- Exercise goal -
Tell me how many lines in the entries below contain the word "加古川平岡町NKビル"; reply with the number and nothing else.

BEGIN

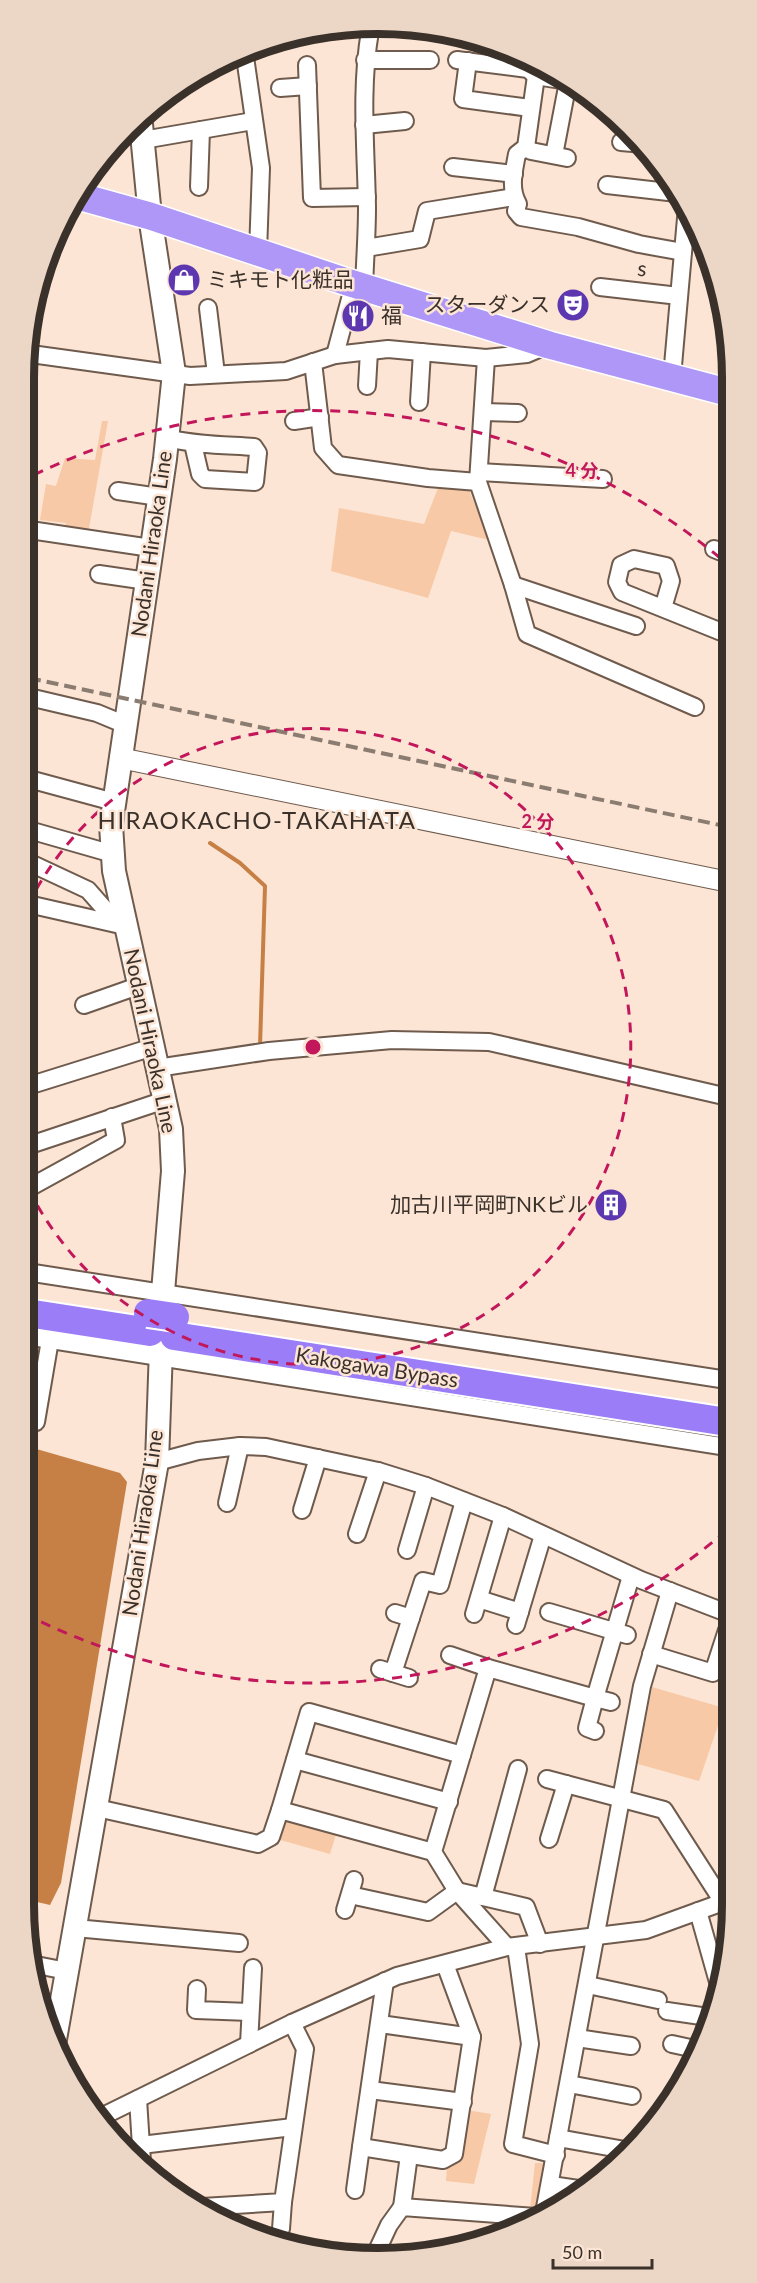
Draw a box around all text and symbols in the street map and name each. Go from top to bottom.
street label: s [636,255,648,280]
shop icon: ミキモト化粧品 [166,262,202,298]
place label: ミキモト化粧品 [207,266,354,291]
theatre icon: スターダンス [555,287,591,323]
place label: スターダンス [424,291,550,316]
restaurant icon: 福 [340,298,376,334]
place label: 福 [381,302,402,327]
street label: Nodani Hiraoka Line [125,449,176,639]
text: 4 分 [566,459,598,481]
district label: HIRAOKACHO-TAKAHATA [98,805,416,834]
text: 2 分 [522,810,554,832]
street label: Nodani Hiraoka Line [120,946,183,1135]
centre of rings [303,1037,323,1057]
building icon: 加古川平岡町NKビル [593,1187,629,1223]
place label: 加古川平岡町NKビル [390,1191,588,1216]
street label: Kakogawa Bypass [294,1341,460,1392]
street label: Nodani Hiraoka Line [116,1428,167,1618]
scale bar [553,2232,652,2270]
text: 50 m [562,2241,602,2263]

END

- Answer space -
2